1871 South Australian colonial election

All seats in the South Australian House of Assembly
- Results by electoral district for the House of Assembly

= 1871 South Australian colonial election =

Colonial elections were held in South Australia from 14 December to 27 December 1871. All 36 seats in the South Australian House of Assembly were up for election.

The instability of government became worse in this brief period. The Strangways government which was in office at the 1870 election lasted less than a month before tensions in the government and the Assembly forced a re-shuffle. Eighteen days later, he was defeated by John Hart, who was defeated after a year in office. His replacement, Arthur Blyth, promptly sought and achieved a dissolution of the Assembly. After less than two years from the 1870 election, the voters were again asked to judge the members of parliament.

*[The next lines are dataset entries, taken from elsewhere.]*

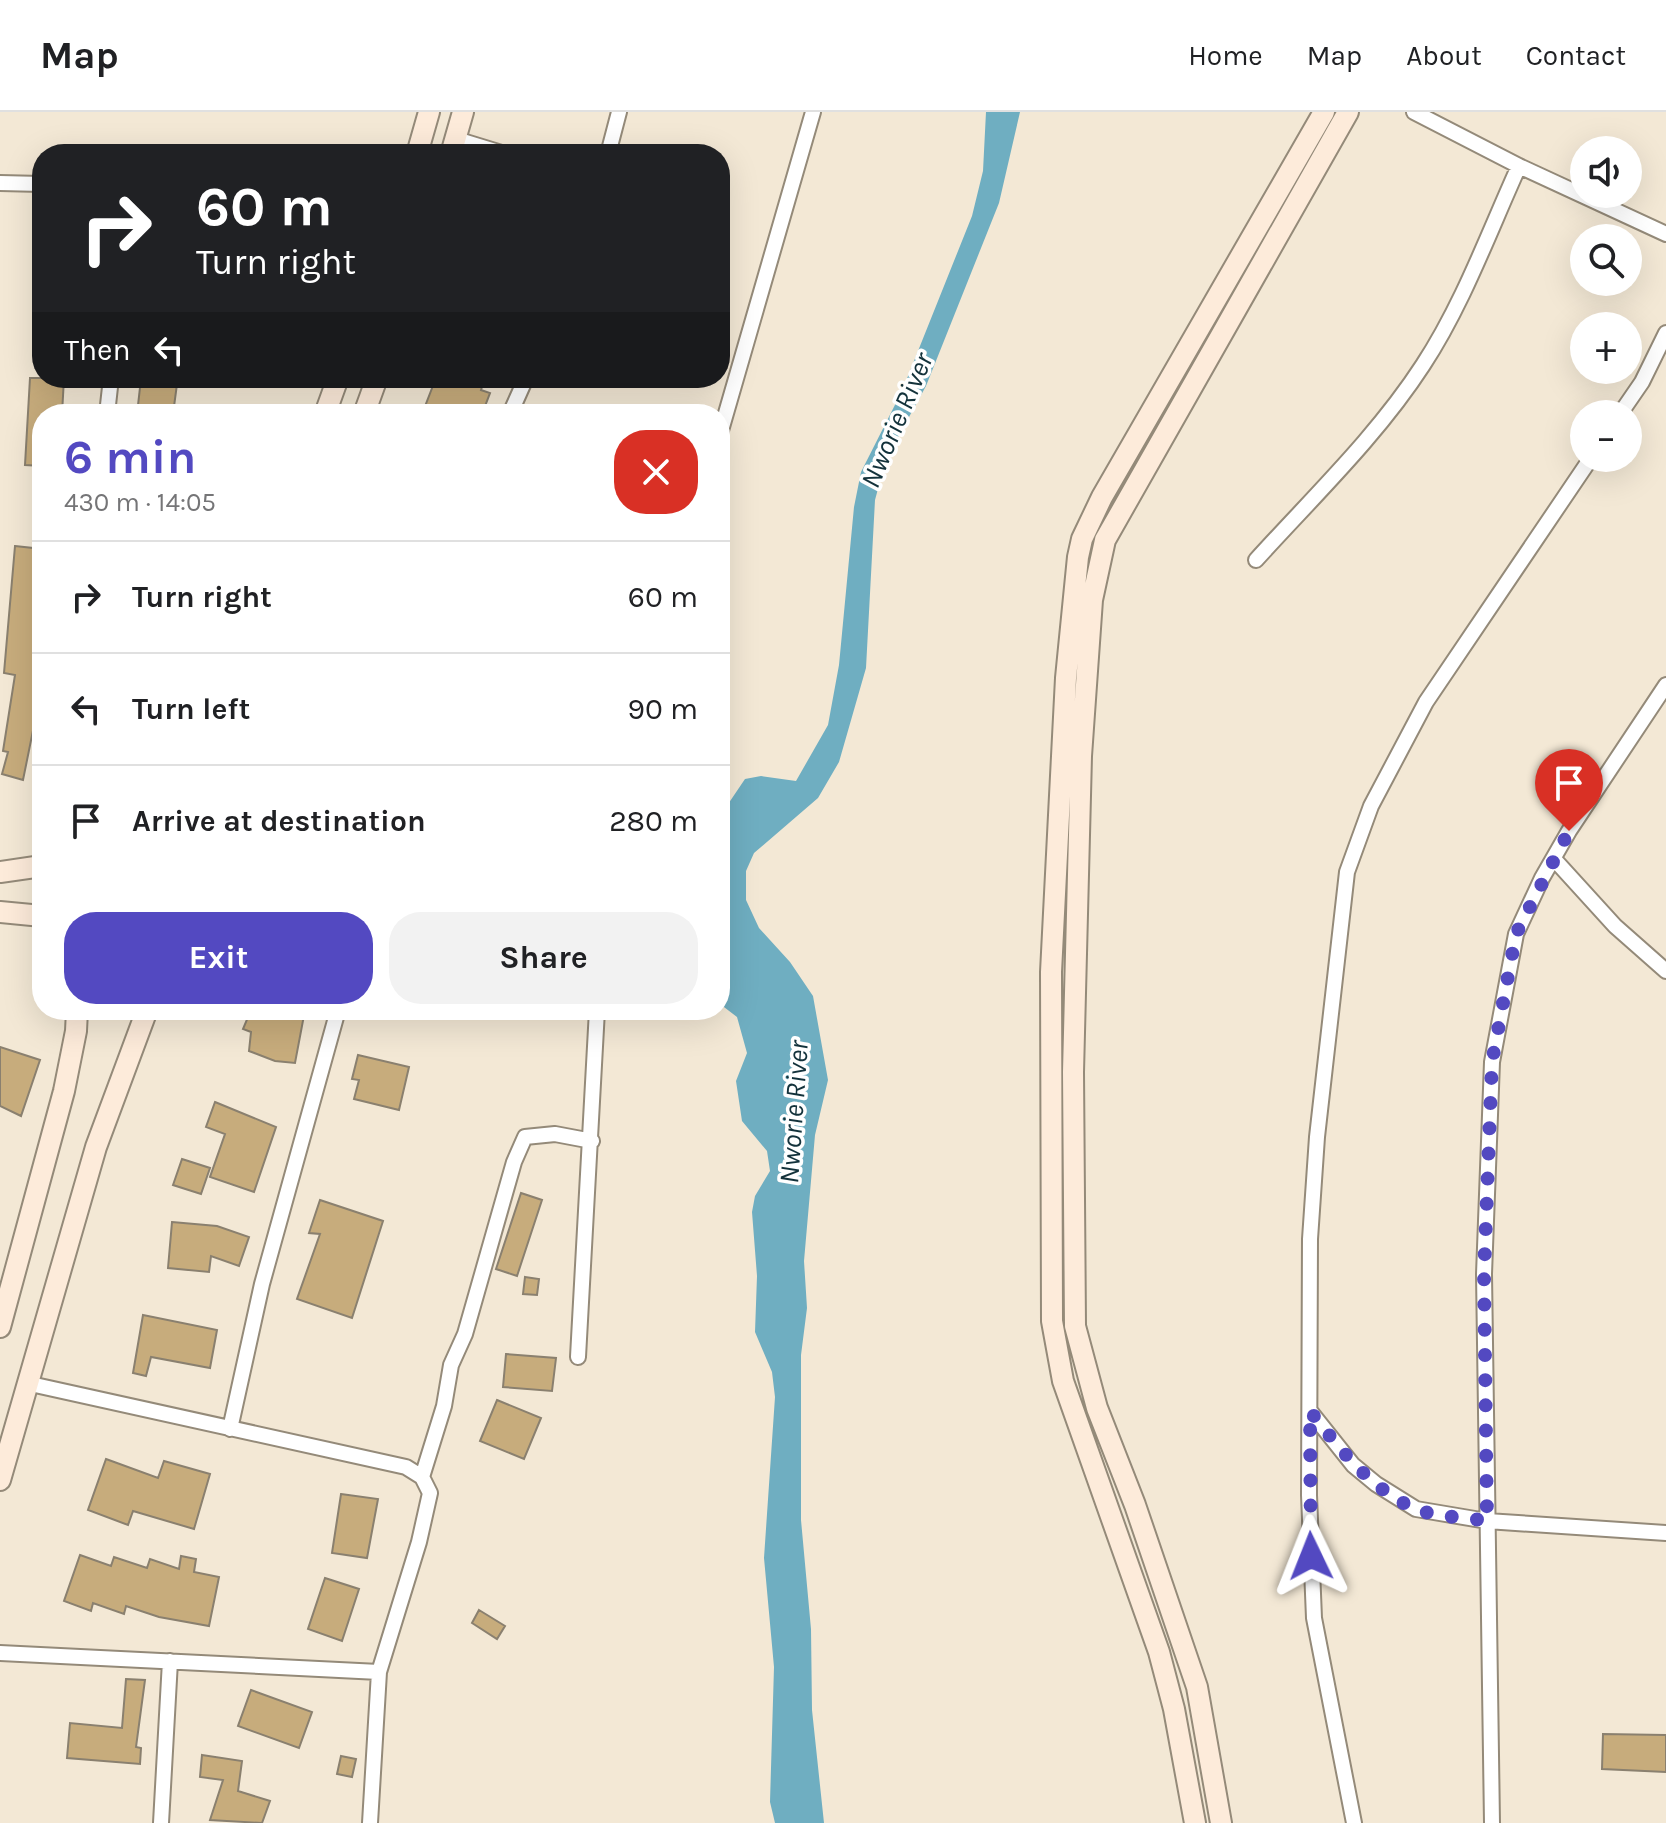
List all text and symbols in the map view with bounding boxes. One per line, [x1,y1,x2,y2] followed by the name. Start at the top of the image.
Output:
[40,33,119,78] text: Map
[1188,39,1263,72] text: Home
[1307,39,1362,72] text: Map
[1406,39,1482,72] text: About
[1526,39,1626,72] text: Contact
[1570,136,1642,472] map controls
[1570,136,1642,208] button: sound
[196,174,333,239] text: 60 m
[64,176,168,280] icon: right
[1570,224,1642,296] button: search
[196,241,356,283] text: Turn right
[1570,312,1642,384] button: +
[147,328,191,372] icon: left
[64,332,131,368] text: Then
[853,346,940,493] water label: Nworie River
[1570,400,1642,472] button: −
[64,429,196,485] text: 6 min
[614,430,698,514] button: close
[64,487,216,518] text: 430 m · 14:05
[64,575,108,619] icon: right
[132,579,272,615] text: Turn right
[628,579,698,615] text: 60 m
[64,687,108,731] icon: left
[132,691,250,727] text: Turn left
[628,691,698,727] text: 90 m
[1535,749,1603,831] pin
[1547,761,1591,805] icon: arrive
[64,799,108,843] icon: arrive
[132,803,426,839] text: Arrive at destination
[609,803,698,839] text: 280 m
[64,912,373,1004] button: Exit
[389,912,698,1004] button: Share
[772,1038,815,1185] water label: Nworie River
[1269,1514,1353,1598] position arrow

Since the inaugural 1857 election, no parties or solid groupings had been formed, which resulted in frequent changes of the Premier. If for any reason the incumbent Premier of South Australia lost sufficient support through a successful motion of no confidence at any time on the floor of the house, he would tender his resignation to the Governor of South Australia, which would result in another member deemed to have the support of the House of Assembly being sworn in by the Governor as the next Premier.

Informal groupings began and increased government stability occurred from the 1887 election. The United Labor Party would be formed in 1891, while the National Defence League would be formed later in the same year.